DESCRIPTION OF THE TASK: Of the lines listed below, return exactly those that run from the line containing "Parse the map" through the line containing "Map reading. Read", both included.

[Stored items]

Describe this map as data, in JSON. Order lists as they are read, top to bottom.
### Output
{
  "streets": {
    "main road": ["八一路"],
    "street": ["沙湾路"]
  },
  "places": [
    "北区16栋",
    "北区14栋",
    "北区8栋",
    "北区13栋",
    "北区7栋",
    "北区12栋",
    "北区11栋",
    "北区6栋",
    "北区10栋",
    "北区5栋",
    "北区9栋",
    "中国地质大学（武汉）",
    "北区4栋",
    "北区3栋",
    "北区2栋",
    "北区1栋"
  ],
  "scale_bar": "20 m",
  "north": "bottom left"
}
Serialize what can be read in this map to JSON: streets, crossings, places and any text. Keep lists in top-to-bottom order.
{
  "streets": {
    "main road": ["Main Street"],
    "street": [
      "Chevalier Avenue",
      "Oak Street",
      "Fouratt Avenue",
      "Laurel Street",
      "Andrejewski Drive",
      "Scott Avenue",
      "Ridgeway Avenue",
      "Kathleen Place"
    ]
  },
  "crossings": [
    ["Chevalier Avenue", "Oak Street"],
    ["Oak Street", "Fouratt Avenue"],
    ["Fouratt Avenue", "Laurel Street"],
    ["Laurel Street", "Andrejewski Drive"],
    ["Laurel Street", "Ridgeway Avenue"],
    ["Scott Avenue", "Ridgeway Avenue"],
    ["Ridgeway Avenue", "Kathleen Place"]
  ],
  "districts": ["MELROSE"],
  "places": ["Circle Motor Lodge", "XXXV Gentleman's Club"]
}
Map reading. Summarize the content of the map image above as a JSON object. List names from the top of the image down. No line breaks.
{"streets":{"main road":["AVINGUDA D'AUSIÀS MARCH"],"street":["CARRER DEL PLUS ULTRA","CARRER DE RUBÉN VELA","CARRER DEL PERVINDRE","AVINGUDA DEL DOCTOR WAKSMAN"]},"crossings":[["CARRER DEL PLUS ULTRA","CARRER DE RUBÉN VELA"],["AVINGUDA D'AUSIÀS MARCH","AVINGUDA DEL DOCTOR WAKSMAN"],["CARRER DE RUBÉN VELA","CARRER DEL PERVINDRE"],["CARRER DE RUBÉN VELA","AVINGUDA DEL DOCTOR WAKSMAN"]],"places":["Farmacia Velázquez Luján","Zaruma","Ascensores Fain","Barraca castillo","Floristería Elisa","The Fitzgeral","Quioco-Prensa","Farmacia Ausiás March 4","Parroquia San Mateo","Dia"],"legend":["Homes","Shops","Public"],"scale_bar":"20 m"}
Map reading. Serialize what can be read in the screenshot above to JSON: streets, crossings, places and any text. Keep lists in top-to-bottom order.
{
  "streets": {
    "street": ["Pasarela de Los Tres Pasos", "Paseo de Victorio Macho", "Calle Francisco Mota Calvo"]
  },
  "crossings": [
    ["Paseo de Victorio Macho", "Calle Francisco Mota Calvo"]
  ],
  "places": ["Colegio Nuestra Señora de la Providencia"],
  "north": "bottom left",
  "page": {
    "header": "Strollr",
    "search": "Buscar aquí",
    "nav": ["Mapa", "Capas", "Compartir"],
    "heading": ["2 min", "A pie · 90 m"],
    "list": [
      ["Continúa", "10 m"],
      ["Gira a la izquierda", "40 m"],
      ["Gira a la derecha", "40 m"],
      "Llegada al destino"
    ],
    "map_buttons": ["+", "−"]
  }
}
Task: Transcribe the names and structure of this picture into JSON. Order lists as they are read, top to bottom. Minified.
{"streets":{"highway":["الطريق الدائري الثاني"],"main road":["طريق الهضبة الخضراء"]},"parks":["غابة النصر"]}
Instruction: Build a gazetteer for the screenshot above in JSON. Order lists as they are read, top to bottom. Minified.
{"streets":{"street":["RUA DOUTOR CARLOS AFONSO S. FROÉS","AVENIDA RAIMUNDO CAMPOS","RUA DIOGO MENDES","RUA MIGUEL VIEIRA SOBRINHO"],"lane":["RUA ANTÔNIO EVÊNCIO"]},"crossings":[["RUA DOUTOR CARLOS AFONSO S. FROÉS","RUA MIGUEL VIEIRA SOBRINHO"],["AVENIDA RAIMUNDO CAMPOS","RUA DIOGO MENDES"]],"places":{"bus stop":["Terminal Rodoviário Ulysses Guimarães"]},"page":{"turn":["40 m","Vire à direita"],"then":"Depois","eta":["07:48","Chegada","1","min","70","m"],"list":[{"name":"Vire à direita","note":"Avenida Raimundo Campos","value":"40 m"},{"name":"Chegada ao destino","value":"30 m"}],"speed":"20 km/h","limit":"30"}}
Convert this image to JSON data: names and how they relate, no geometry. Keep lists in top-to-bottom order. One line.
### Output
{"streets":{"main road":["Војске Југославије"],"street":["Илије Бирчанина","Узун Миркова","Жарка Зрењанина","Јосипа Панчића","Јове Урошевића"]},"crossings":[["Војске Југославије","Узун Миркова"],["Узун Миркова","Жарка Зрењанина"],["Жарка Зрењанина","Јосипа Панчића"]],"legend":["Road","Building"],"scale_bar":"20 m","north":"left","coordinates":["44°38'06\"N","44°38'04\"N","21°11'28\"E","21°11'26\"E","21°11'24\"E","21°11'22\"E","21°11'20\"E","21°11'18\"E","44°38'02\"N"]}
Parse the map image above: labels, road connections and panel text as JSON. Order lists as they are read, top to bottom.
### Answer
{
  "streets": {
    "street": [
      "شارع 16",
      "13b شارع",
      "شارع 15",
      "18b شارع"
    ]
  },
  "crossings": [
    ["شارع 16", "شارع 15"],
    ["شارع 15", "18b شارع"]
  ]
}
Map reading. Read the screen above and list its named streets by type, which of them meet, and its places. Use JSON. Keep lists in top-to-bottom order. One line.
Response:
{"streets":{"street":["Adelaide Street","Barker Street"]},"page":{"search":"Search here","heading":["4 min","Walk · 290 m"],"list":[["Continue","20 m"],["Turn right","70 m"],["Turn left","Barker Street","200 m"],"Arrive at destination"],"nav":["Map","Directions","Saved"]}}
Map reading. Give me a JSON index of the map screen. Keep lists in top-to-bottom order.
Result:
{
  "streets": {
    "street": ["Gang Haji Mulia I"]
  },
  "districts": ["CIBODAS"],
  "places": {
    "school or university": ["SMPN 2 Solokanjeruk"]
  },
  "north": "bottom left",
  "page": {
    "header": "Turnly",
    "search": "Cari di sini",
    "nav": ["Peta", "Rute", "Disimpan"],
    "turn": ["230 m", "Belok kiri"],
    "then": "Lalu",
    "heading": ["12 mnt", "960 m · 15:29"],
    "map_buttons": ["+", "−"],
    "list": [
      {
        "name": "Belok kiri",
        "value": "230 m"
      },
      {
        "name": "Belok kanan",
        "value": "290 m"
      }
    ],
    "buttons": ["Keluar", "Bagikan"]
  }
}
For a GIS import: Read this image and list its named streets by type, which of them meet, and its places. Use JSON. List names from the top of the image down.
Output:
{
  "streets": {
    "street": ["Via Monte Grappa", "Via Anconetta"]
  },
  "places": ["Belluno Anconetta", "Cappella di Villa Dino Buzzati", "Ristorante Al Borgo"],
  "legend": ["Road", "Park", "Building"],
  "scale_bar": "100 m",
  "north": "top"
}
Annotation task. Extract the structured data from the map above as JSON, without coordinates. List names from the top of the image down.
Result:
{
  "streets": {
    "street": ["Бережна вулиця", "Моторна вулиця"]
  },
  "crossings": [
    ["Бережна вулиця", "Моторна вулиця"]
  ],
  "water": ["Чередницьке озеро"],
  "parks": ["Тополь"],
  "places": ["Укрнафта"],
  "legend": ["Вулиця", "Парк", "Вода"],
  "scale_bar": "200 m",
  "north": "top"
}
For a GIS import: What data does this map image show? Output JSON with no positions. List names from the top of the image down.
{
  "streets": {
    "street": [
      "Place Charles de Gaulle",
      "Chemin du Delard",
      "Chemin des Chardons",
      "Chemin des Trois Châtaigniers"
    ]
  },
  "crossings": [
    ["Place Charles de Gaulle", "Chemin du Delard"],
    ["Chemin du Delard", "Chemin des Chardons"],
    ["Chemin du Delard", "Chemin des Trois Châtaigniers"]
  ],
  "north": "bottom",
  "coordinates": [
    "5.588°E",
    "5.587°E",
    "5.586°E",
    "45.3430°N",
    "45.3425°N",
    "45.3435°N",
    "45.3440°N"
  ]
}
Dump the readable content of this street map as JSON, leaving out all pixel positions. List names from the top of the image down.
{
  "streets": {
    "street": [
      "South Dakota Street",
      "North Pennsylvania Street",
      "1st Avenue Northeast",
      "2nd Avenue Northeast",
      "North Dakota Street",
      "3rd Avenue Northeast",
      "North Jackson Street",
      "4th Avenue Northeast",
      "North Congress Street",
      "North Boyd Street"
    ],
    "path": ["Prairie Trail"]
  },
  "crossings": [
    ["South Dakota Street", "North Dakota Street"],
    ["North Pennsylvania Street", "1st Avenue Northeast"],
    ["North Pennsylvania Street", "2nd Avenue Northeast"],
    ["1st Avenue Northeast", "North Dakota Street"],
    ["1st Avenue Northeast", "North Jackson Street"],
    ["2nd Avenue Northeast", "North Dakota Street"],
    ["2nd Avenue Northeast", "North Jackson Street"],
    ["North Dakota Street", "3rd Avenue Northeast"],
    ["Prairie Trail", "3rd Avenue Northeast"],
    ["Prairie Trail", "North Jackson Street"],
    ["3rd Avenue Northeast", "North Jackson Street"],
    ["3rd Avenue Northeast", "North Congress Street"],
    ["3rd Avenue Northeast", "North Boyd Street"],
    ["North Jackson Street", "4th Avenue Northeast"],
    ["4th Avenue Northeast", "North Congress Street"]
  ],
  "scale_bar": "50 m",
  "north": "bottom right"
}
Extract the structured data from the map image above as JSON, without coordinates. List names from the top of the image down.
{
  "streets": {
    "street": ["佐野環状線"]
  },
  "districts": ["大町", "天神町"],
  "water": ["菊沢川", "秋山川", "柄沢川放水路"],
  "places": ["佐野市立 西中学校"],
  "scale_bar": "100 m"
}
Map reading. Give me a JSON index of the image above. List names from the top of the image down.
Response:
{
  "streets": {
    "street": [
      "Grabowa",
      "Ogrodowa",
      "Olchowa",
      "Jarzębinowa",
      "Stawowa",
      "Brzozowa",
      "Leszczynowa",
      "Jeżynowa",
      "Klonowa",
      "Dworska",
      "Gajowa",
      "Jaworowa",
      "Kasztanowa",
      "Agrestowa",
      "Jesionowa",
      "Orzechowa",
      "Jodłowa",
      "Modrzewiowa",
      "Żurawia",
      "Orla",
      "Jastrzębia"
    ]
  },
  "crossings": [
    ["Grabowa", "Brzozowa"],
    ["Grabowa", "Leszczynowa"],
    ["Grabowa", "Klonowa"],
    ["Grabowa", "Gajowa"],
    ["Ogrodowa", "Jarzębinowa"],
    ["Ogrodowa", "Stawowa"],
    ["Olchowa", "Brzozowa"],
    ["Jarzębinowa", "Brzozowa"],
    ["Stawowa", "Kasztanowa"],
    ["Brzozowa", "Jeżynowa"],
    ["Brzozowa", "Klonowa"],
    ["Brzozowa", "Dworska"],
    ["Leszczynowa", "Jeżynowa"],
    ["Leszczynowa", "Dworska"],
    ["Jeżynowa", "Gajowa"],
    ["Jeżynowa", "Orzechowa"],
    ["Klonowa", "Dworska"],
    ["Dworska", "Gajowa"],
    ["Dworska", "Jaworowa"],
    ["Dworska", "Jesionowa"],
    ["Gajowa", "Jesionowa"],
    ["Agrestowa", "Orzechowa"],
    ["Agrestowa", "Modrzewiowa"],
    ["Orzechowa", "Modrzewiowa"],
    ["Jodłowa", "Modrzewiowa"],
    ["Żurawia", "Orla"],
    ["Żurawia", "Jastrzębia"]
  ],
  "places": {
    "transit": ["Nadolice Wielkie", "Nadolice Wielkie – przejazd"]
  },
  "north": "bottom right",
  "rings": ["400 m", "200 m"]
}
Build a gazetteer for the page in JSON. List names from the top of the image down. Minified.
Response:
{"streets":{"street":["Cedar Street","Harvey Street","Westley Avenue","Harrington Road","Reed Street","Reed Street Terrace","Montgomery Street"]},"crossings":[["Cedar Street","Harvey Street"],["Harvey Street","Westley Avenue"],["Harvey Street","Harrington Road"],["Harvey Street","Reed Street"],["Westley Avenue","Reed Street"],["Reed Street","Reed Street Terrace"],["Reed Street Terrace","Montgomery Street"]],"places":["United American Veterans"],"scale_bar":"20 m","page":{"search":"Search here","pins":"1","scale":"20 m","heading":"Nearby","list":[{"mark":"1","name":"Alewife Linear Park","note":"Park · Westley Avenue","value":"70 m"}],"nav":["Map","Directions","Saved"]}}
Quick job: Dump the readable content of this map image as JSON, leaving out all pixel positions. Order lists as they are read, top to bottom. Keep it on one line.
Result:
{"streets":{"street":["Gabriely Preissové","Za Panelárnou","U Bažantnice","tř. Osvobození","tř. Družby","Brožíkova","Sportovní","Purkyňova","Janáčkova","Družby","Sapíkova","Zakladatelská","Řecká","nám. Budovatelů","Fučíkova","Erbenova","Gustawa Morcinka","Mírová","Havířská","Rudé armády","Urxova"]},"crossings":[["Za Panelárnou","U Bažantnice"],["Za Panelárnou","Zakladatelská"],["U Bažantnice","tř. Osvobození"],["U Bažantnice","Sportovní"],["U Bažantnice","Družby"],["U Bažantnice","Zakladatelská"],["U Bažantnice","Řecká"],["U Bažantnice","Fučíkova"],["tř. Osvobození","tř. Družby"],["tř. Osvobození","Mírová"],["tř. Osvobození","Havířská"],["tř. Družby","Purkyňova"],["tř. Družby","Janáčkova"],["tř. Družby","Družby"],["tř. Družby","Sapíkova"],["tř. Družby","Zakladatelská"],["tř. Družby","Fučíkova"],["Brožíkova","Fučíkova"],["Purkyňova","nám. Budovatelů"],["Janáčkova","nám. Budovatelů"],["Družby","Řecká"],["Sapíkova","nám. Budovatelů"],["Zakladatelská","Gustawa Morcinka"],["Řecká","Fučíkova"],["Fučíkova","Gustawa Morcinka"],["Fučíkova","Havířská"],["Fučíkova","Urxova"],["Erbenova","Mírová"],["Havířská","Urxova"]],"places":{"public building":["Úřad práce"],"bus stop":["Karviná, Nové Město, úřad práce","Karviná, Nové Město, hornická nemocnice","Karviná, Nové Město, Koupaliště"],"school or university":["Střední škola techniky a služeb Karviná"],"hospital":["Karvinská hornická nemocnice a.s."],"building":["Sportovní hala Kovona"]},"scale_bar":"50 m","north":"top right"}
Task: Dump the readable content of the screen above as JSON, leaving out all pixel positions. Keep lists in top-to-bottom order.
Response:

RESPONSE TO THIS EXERCISE:
Parse the map image above: labels, road connections and panel text as JSON. Order lists as they are read, top to bottom.
### Answer
{
  "streets": {
    "street": [
      "شارع 16",
      "13b شارع",
      "شارع 15",
      "18b شارع"
    ]
  },
  "crossings": [
    ["شارع 16", "شارع 15"],
    ["شارع 15", "18b شارع"]
  ]
}
Map reading. Read the screen above and list its named streets by type, which of them meet, and its places. Use JSON. Keep lists in top-to-bottom order. One line.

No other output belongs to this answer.